**Information shown:**
>>>>>

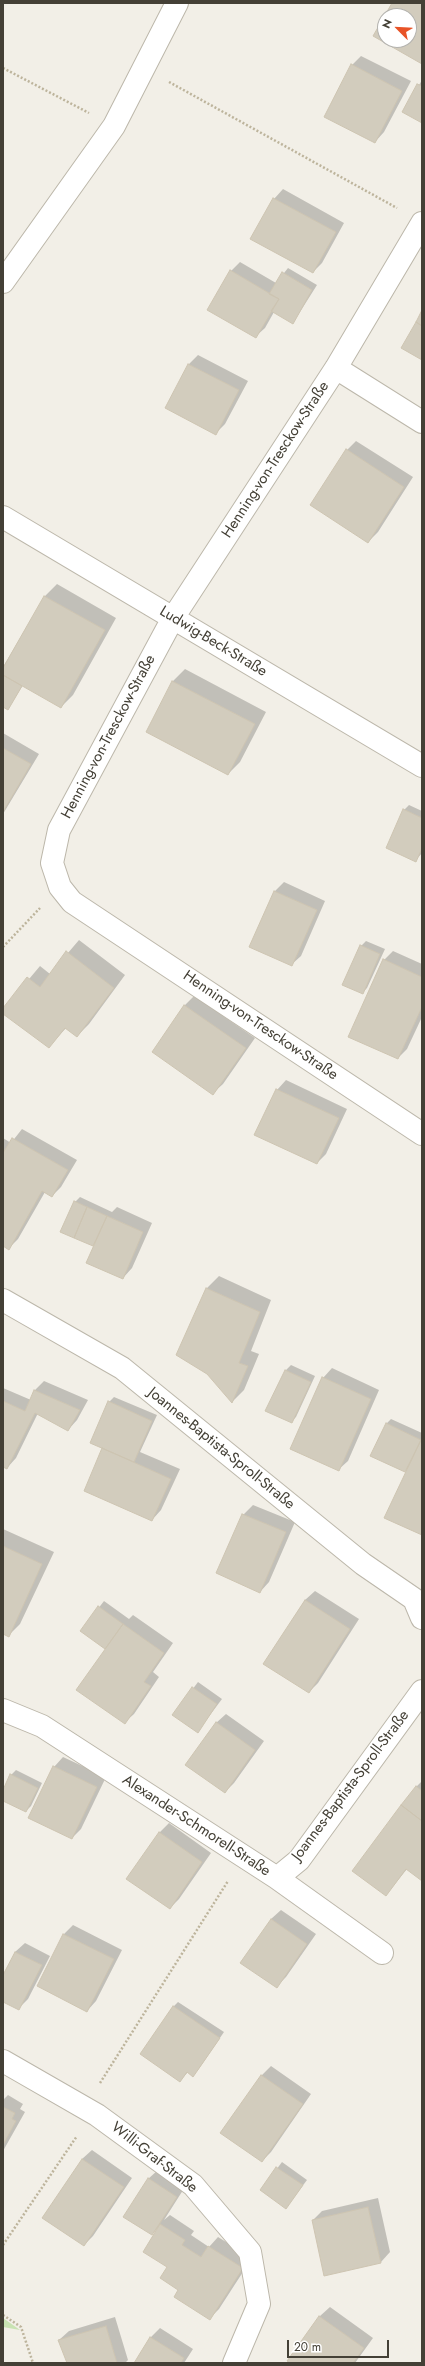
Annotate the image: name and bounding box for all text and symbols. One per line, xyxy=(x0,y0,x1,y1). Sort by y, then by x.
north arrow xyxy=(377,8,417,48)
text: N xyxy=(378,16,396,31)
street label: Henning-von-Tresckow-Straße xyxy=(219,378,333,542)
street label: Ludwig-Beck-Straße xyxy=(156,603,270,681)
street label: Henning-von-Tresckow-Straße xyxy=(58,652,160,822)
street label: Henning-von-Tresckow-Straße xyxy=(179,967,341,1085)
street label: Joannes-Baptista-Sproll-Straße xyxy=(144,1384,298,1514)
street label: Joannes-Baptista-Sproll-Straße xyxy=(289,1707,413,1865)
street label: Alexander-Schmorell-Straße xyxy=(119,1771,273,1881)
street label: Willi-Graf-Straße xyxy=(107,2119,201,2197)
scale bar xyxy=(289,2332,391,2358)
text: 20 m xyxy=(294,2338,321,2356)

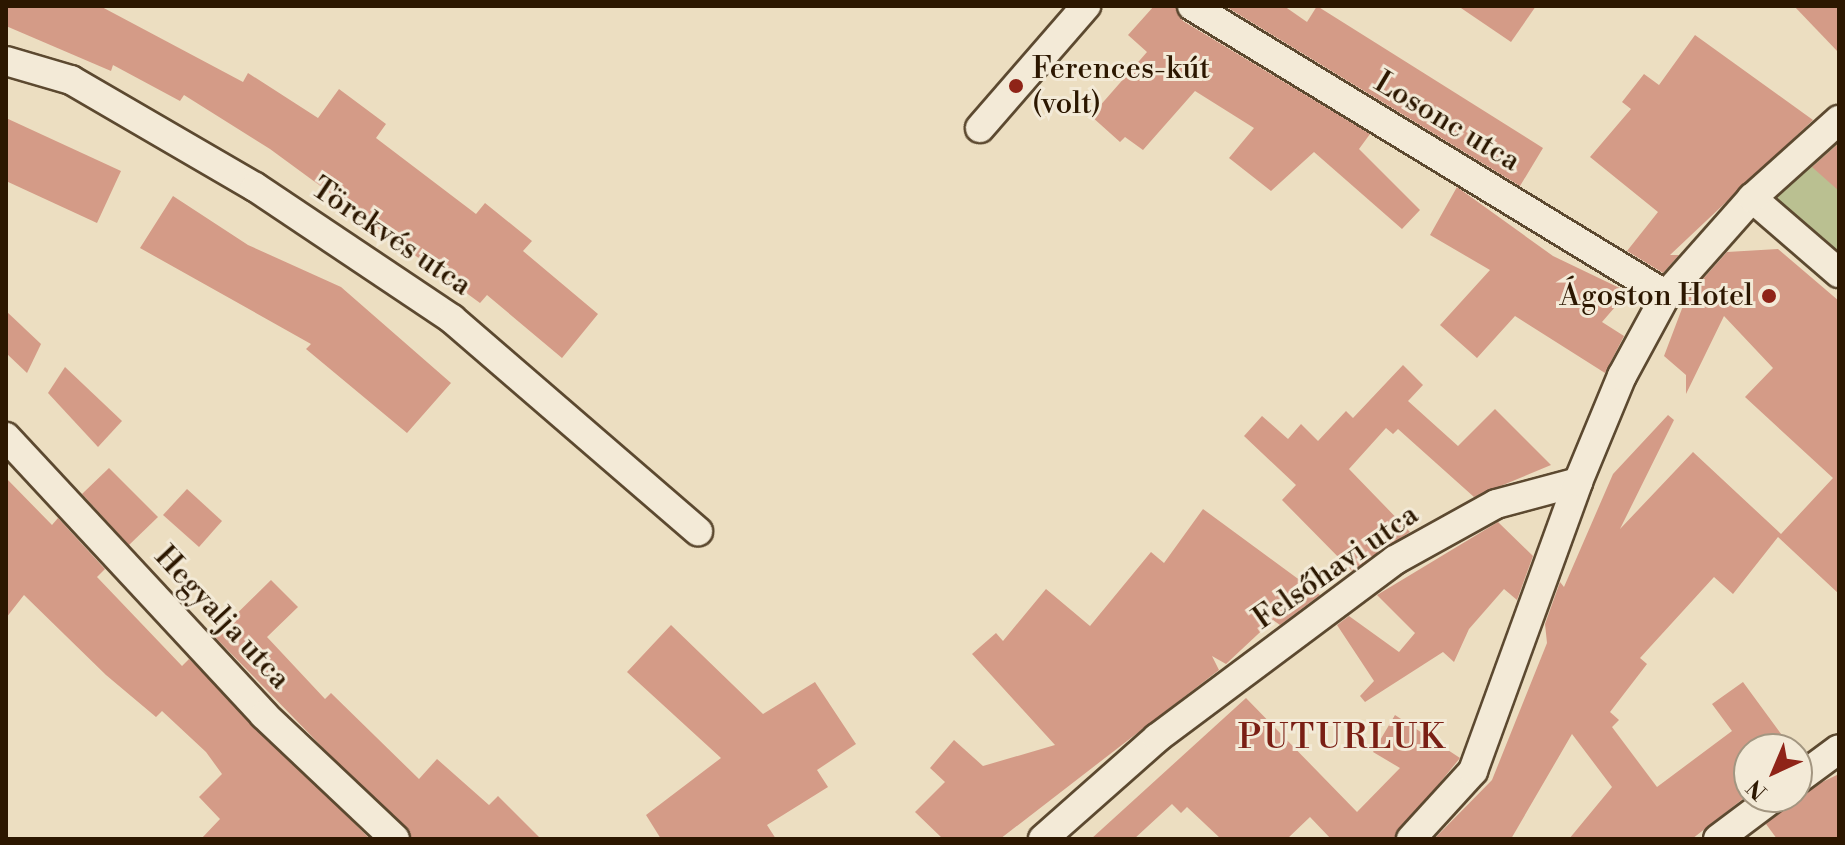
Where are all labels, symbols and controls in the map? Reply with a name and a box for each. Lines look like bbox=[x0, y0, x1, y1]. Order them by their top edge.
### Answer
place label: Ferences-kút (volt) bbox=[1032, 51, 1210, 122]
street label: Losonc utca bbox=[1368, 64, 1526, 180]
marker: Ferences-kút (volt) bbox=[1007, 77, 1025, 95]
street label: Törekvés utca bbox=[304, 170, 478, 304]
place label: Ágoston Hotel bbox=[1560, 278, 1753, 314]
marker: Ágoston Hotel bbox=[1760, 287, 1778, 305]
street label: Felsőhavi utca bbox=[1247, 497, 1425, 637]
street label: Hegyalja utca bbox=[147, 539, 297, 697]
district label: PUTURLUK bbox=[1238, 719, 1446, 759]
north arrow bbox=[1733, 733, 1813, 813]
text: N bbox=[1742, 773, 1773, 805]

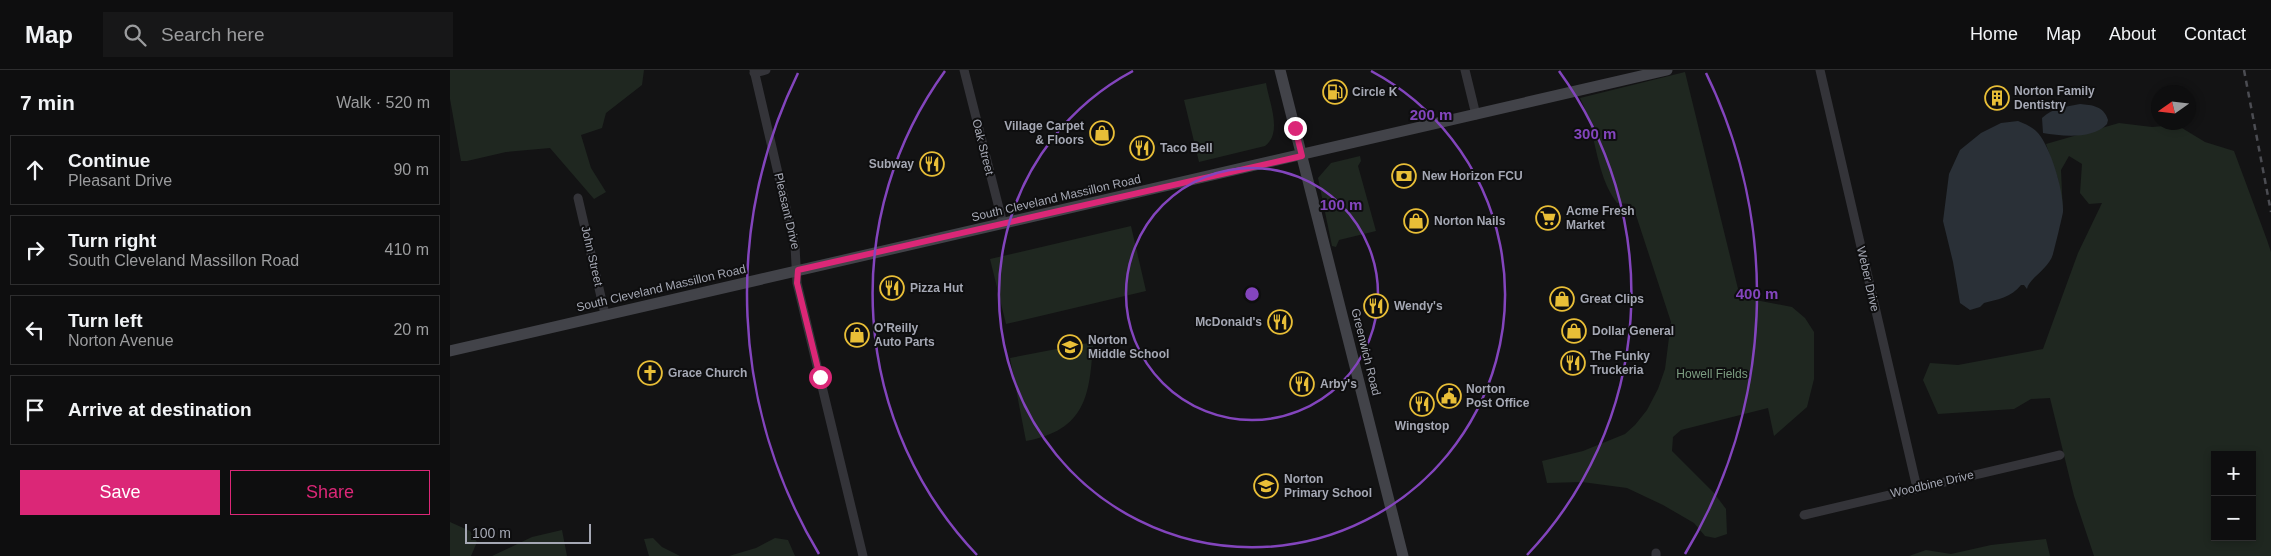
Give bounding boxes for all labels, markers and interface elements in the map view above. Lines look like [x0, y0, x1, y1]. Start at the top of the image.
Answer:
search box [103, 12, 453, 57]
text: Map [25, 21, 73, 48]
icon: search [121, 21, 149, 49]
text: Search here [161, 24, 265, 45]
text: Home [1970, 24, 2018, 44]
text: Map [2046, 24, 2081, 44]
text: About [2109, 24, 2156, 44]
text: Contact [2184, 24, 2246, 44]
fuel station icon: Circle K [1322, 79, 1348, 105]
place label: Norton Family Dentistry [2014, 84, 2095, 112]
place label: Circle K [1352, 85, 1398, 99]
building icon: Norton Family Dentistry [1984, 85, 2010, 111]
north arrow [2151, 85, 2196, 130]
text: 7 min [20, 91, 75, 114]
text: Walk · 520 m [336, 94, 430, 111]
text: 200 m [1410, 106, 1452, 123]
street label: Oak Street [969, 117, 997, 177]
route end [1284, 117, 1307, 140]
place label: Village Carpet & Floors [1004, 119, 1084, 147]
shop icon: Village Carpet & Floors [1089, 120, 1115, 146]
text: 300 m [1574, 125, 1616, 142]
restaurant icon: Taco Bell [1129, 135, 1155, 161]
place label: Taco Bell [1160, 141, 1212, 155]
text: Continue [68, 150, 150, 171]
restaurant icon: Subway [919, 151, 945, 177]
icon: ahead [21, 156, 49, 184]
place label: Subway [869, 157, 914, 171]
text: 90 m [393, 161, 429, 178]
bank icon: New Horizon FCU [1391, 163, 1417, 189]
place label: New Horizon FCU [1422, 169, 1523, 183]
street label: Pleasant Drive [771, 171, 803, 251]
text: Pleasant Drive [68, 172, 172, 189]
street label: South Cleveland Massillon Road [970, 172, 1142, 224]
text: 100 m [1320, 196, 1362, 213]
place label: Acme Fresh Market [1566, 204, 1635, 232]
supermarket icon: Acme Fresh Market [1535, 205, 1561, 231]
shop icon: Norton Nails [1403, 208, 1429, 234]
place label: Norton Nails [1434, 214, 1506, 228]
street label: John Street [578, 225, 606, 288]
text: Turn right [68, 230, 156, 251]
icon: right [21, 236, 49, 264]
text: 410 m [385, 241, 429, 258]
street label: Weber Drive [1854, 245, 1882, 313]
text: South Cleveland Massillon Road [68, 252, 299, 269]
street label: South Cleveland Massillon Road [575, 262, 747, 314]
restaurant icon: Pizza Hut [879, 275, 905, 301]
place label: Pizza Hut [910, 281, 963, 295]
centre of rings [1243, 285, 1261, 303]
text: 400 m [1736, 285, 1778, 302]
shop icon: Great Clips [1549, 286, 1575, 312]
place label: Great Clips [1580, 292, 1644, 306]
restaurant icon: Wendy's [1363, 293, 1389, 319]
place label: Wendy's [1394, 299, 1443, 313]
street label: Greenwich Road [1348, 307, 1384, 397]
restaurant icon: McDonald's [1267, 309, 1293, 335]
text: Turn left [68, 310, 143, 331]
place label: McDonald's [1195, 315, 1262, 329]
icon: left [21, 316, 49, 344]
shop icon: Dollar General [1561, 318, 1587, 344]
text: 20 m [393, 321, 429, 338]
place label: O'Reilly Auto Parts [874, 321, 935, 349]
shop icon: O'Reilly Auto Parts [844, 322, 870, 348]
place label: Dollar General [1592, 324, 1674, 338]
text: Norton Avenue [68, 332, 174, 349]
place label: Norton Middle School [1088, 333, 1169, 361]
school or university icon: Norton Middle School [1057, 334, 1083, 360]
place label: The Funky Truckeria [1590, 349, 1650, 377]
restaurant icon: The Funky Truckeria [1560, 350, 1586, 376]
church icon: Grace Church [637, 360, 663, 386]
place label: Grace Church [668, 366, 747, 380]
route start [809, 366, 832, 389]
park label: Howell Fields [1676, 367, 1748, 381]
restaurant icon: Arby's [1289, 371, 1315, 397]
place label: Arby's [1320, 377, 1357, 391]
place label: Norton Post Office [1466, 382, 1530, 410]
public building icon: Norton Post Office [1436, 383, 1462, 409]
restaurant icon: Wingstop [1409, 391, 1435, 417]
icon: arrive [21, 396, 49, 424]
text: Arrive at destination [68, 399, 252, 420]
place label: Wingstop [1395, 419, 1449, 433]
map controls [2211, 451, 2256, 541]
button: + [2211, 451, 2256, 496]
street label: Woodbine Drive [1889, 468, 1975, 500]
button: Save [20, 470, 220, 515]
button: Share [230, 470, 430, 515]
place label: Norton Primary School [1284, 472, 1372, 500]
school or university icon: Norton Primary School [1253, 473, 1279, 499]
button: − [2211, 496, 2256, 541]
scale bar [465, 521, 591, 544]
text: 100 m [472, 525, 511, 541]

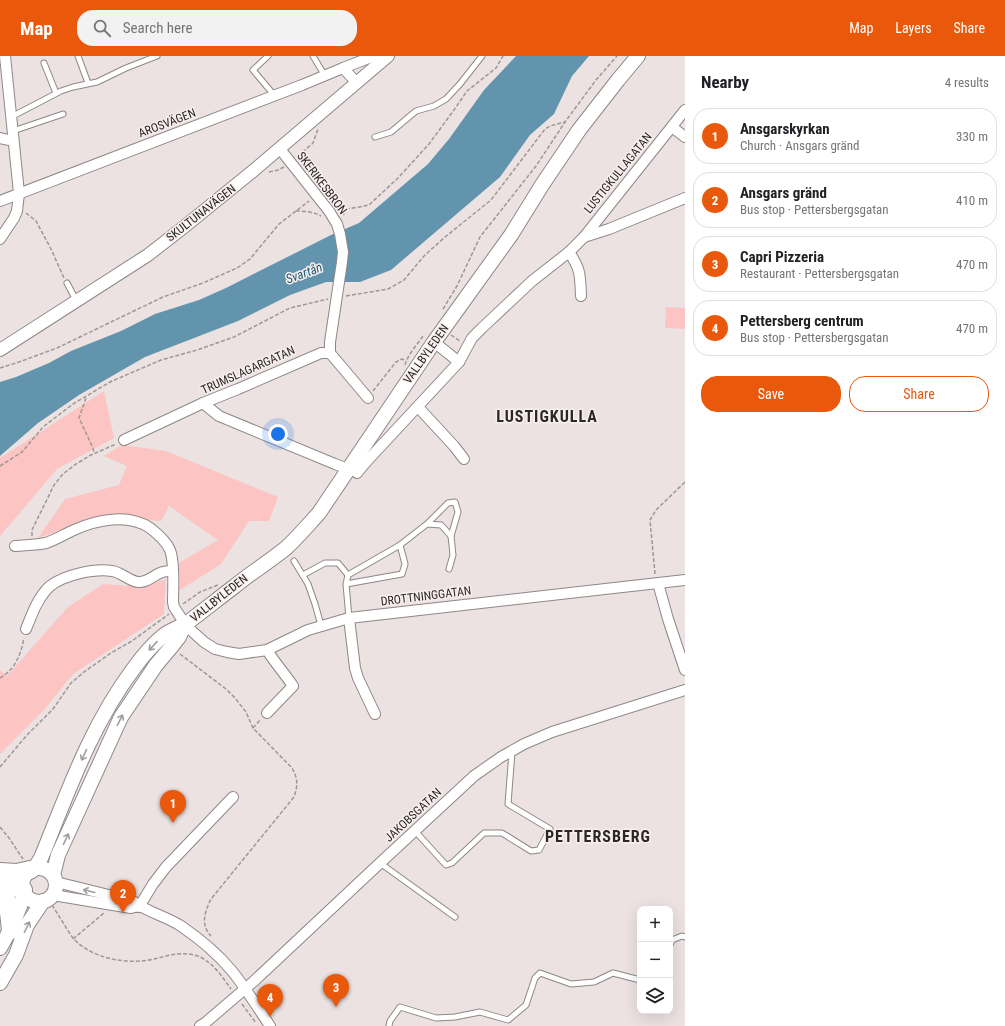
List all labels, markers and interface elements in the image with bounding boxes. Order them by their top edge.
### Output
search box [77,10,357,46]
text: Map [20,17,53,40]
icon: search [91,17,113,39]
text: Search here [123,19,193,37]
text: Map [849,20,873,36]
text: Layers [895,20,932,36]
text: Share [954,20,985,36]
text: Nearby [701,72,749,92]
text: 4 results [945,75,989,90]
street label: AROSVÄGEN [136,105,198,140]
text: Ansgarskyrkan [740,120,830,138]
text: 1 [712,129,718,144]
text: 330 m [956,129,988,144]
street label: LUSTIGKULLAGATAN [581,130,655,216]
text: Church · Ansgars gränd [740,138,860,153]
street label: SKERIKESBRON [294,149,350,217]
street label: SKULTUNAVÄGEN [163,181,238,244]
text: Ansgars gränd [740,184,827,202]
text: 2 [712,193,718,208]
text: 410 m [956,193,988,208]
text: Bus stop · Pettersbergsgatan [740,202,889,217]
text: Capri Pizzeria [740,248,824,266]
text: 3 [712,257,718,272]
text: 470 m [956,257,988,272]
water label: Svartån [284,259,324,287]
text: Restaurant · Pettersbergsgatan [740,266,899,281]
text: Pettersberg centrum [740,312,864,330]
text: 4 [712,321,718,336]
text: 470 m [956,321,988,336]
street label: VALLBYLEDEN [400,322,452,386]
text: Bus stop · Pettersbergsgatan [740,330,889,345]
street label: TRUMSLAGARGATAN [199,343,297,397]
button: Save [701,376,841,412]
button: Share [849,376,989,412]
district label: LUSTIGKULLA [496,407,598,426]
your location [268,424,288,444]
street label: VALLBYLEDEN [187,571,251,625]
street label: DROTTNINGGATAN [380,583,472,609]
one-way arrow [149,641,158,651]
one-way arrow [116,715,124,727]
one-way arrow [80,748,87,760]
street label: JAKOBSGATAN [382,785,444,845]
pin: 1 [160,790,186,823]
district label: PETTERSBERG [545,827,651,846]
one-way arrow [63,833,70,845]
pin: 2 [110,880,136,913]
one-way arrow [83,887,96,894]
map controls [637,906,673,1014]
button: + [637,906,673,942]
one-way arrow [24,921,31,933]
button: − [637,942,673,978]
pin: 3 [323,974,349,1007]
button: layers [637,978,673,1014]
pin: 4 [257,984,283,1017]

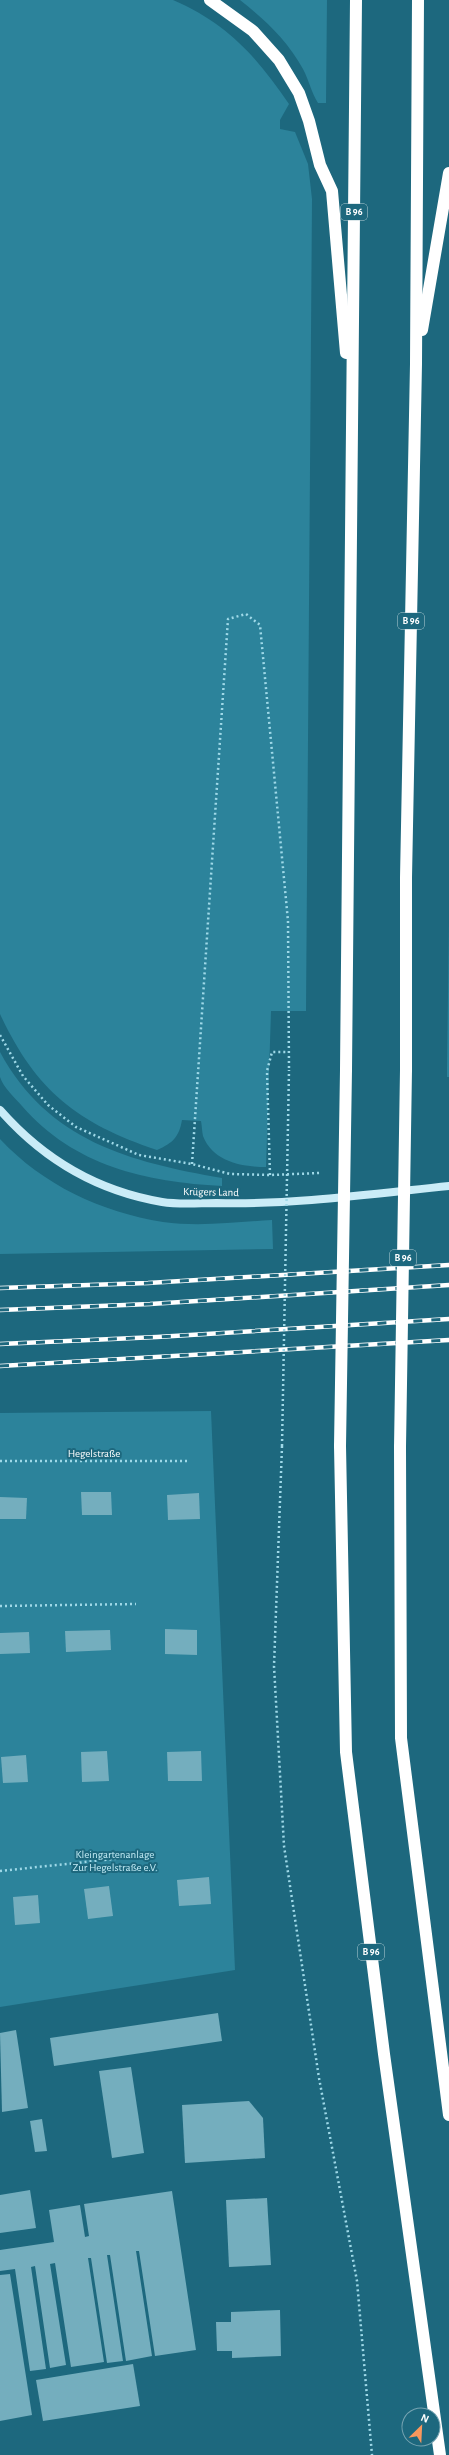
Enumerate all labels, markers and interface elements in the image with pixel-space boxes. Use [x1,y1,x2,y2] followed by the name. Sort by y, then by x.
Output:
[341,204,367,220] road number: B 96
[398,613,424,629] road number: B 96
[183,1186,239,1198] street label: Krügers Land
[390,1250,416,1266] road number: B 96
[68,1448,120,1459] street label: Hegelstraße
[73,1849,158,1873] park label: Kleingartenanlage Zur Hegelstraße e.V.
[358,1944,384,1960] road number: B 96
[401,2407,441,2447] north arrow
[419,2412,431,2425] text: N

<<<<<

**Problem description:**
Reproduce word for word, with pictures dropped, only the part of the material above that opens with the line containing "Where are all" and closes with the line containing "Give bounding boxes".

**Response:**
Where are all labels, symbols and controls in the map? Reply with a name and a box for each. Lines look like bbox=[x0, y0, x1, y1]. Order them by their top edge.
### Answer
place label: Ferences-kút (volt) bbox=[1032, 51, 1210, 122]
street label: Losonc utca bbox=[1368, 64, 1526, 180]
marker: Ferences-kút (volt) bbox=[1007, 77, 1025, 95]
street label: Törekvés utca bbox=[304, 170, 478, 304]
place label: Ágoston Hotel bbox=[1560, 278, 1753, 314]
marker: Ágoston Hotel bbox=[1760, 287, 1778, 305]
street label: Felsőhavi utca bbox=[1247, 497, 1425, 637]
street label: Hegyalja utca bbox=[147, 539, 297, 697]
district label: PUTURLUK bbox=[1238, 719, 1446, 759]
north arrow bbox=[1733, 733, 1813, 813]
text: N bbox=[1742, 773, 1773, 805]

Give bounding boxes for all labels, markers and interface elements in the map view above. Lines look like [x0, y0, x1, y1]. Start at the top of the image.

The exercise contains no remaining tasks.